[Saved data entries]

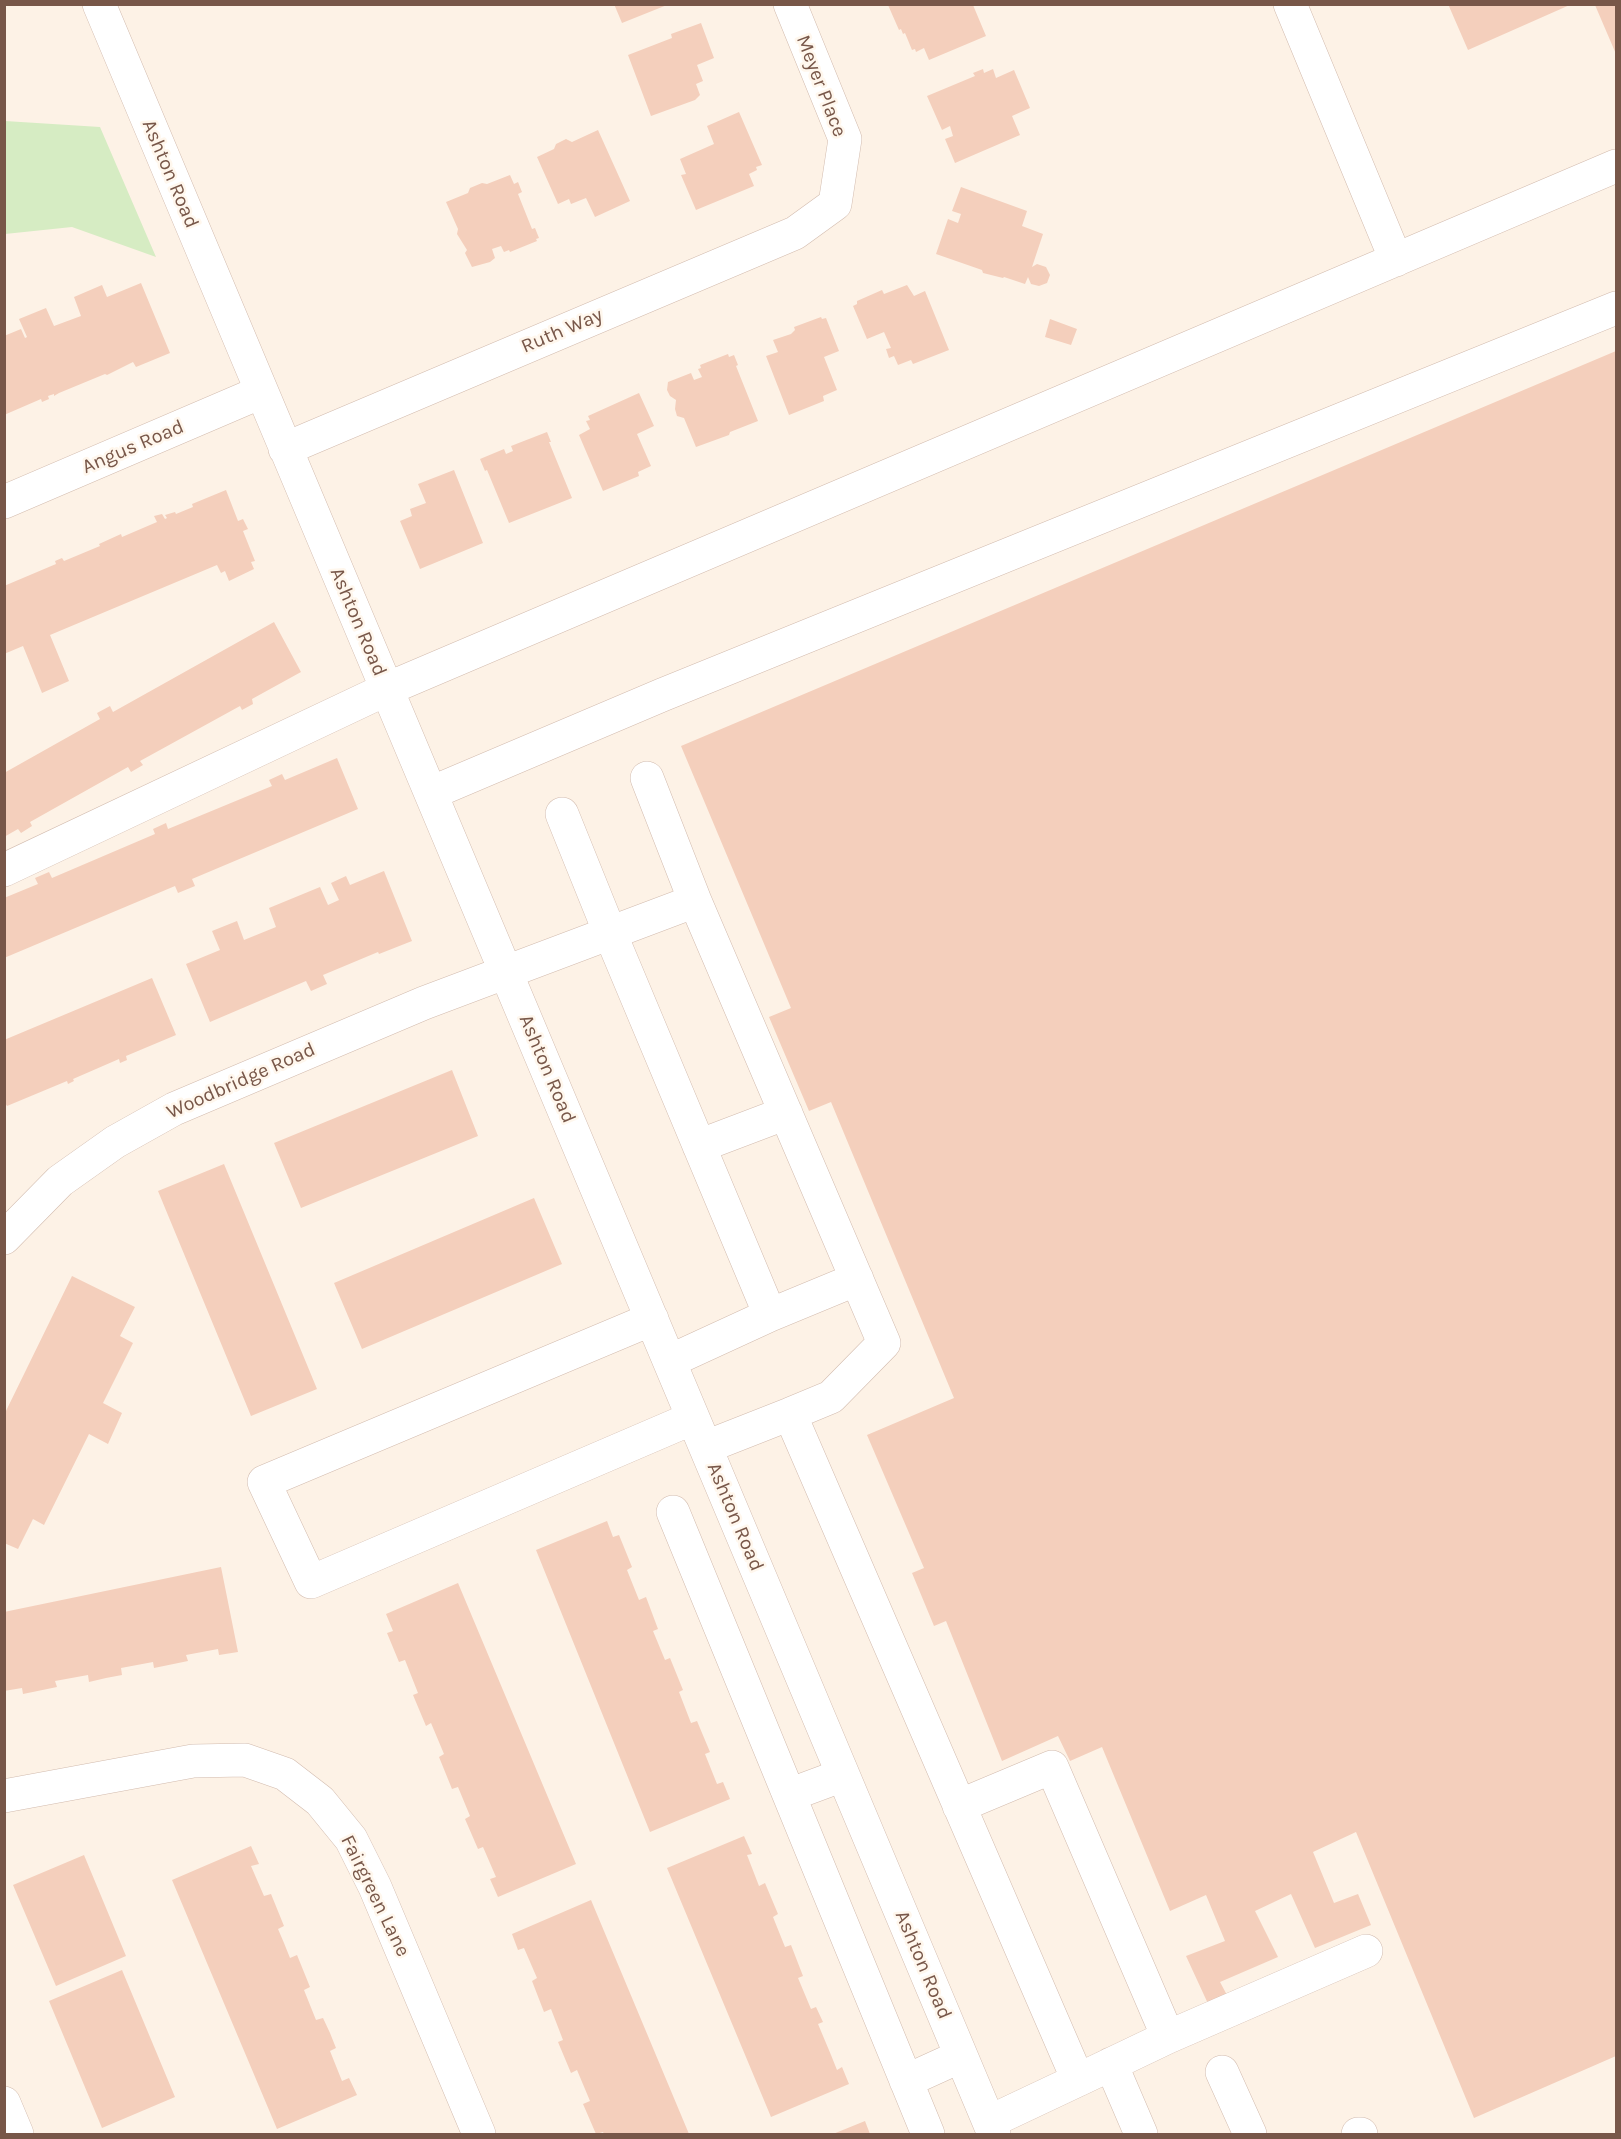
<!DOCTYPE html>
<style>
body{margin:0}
#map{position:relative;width:1621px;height:2139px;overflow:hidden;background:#fdf2e6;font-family:Karla,sans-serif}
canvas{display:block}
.frame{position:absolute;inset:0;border:6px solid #785749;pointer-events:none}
</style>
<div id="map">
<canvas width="1621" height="2139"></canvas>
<div class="frame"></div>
</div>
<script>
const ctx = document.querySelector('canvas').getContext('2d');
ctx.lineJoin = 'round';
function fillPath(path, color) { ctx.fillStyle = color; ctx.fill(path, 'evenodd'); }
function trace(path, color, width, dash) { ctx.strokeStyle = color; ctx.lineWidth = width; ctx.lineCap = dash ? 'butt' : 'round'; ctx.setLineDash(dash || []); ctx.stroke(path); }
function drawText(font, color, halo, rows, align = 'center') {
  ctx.font = font + ' Karla,sans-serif'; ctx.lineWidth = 5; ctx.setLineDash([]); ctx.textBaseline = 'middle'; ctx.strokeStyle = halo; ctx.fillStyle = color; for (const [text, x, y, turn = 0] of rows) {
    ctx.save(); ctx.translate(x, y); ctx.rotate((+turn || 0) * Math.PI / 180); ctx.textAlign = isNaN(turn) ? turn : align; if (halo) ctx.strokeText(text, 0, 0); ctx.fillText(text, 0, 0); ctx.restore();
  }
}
const green = new Path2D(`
 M5,121L100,127L156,257L72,227L5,234Z`);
const building = new Path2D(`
 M614,4H667V5L622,23Z
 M1448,4H1572L1468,50Z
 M888,5H973L986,36L929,60L924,48L916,52L915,49L912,50L905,33L903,34L901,29L899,30Z
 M1595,5H1616V54Z
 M701,23L714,58L697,65L703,81L696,84L700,95L695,100L651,116L628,55L672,38L671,34Z
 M983,69L984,73L993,69L996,78L1014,70L1030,108L1012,116L1020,135L955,163L945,139L953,136L950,126L942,130L927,96L975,76L973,73Z
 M739,112L762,165L756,167L757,170L749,174L754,186L696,210L681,175L686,174L680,159L714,144L707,126Z
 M598,130L630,201L595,217L586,198L571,204L569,199L558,204L537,157L554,149L556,144L566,139L572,142Z
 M510,175L514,184L518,182L522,192L518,194L532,229L535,228L539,238L536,239L537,241L510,252L509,250L504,252L501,246L492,249L495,258L490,262L472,267L465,253L467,250L457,234L458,229L446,202L468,193L470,188L482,183L487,184Z
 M961,187L1027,211L1022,226L1043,234L1032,267L1037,264L1046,267L1050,275L1047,283L1039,286L1031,284L1028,277L1025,284L1004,277L1003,278L983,273L982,270L936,254L948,219L958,223L961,214L952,211Z
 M141,283L170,353L136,367L133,362L107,375L105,374L59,393L54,396V394L48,396L49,399L42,402L41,399L4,415V336L21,329L25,338L27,337L19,319L46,308L54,326L81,316L74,297L102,285L107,297Z
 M907,285L914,296L925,291L949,350L913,364L911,360L898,365L894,356L889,358L886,349L891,348L884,332L867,339L853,306L857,304V301L882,290L884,294Z
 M821,317L822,319L826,318L839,351L824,357L837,390L823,396L824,401L789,415L766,356L778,352L773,340L791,334L795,330L794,327Z
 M1050,319L1077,329L1071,345L1045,337Z
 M1616,351V2056L1474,2118L1356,1832L1313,1852L1334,1903L1358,1894L1371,1925L1315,1948L1291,1894L1255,1911L1278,1957L1220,1982L1228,1997L1210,2008L1186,1956L1225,1941L1206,1895L1170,1911L1102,1747L1070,1761L1058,1736L1002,1761L946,1621L934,1626L912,1573L924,1568L867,1435L954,1398L831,1102L809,1111L769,1017L791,1008L681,746Z
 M728,354L729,357L734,355L738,365L736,366L758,421L730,432L729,435L696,447L684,418L677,416L675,409L676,400L670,396L667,390L668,382L691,373L694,380L702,377L698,369L701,368L700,365Z
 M639,393L654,426L637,434L651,466L638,472L639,476L603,491L579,435L590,429L586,421L590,420L588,416Z
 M547,432L551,442H549L572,498L509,523L487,470L485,471L480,459L504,449L506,454L513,451L511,446Z
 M454,470L483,543L420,569L400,521L412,516L410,509L426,503L418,484Z
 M226,490L238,521L243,519L248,529L243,531L255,561L251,562L254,569L229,581L225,571L221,573L217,565L50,635L69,681L42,693L23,646L4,654V586L56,564L55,561L62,558L64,561L100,546L99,544L121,534L122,537L157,522L154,516L162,514L165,519L167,518L165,515L175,512L176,514L193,507L192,504Z
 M274,622L301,672L252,699L253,704L242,710L240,706L140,761L143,765L131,772L128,767L30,822L32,826L21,833L18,829L4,837V773L100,719L97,713L110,706L113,712Z
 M337,758L358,809L192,879L195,886L178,893L175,886L4,958V898L38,884L35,878L49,872L52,878L155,834L153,829L166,823L168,829L272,786L269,780L282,774L285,780Z
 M384,871L412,941L379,954L378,952L323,975L327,984L311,991L306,981L210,1022L186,964L220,950L212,931L237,921L244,940L276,927L269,908L320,887L328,905L339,900L331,883L346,876L350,885Z
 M152,978L176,1035L126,1056L127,1060L120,1063L119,1059L73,1079L74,1081L68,1084L67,1081L7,1106L4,1101V1040Z
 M452,1070L478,1136L301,1208L274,1143Z
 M224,1164L317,1389L251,1416L158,1191Z
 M534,1198L562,1264L362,1349L334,1283Z
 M72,1276L135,1307L120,1336L133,1343L103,1403L122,1413L108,1444L89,1434L44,1525L33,1519L18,1549L4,1543V1415Z
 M607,1521L613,1537L619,1535L632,1567L627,1570L639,1600L646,1597L658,1629L653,1631L665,1660L670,1658L683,1690L679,1692L691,1723L697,1721L710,1752L705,1754L717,1784L723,1782L730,1799L650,1832L536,1550Z
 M221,1567L238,1652L219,1655L218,1649L186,1655L188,1661L154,1668L153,1662L121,1668L122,1675L106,1678L89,1682L88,1675L55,1681L57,1687L23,1694L22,1688L4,1691V1612Z
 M458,1583L576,1864L498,1897L490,1879L496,1877L483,1847L478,1849L465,1819L470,1816L458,1787L452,1789L439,1757L444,1754L431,1723L426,1726L413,1695L418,1693L405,1660L399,1662L387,1633L393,1631L386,1614Z
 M744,1836L752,1854L747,1855L759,1886L765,1883L778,1914L773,1917L785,1947L791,1945L803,1976L798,1978L811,2009L816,2007L823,2022L818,2024L831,2055L837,2070L842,2067L849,2084L771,2117L667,1868Z
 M251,1846L259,1864L251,1866L264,1896L271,1894L284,1926L278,1929L284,1943L290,1958L297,1955L310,1987L304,1990L316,2020L323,2018L330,2033L336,2048L330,2051L342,2081L349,2078L357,2095L277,2129L172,1880Z
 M84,1855L126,1956L56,1986L13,1885Z
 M591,1900L604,1931L689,2134H604L603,2132L596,2134L583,2104L590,2101L577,2070L571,2073L558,2042L563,2040L551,2009L544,2012L532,1981L537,1978L524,1948L518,1950L512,1934Z
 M122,1970L175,2097L102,2128L49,2001Z
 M865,2121L870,2134H833Z`);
const minor = new Path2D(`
 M99,4L994,2134
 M1290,4L1396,260
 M285,449L795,233L835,204L845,139L790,4
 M4,502L261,392
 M431,793L662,695L1616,308
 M562,814L610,933L770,1315L670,1361
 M4,870L387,689L1616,166
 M695,901L884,1343L831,1397L790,1414L1078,2080L989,2122
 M699,1146L786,1113
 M4,1238L60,1181L115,1142L174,1109L424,1003L695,901L647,778
 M770,1315L857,1279
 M652,1319L264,1482L311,1582L693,1418
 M706,1447L790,1414
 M673,1512L928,2134
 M789,1795L843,1775
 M4,1796L193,1761L245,1760L285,1774L320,1801L351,1839L375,1887L479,2134
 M959,1806L1052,1767L1168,2037L1078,2080
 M1168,2037L1366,1951
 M1111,2064L1141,2134
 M1222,2072L1250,2134
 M906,2081L961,2056
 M4,2103L17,2134
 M1358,2134H1361`);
const streetNames = [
 ["Meyer Place",821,86,69],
 ["Ashton Road",170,174,67],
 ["Ruth Way",562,331,-23],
 ["Angus Road",133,447,-23],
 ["Ashton Road",358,622,67],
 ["Ashton Road",547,1069,67],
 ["Woodbridge Road",241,1081,-24],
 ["Ashton Road",735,1517,67],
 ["Fairgreen Lane",375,1896,64],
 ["Ashton Road",923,1965,67]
];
fillPath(green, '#d6ecc3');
fillPath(building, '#f4cfbc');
trace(minor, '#d2bbae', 34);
trace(minor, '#fff', 33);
drawText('20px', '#785749', '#fff7ed', streetNames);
</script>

▶ EXERCISE DETAILS:
Among the entries, how many lines contain the string "align"? Give the number without anything else.

▶ RESULT FOR THIS TASK:
2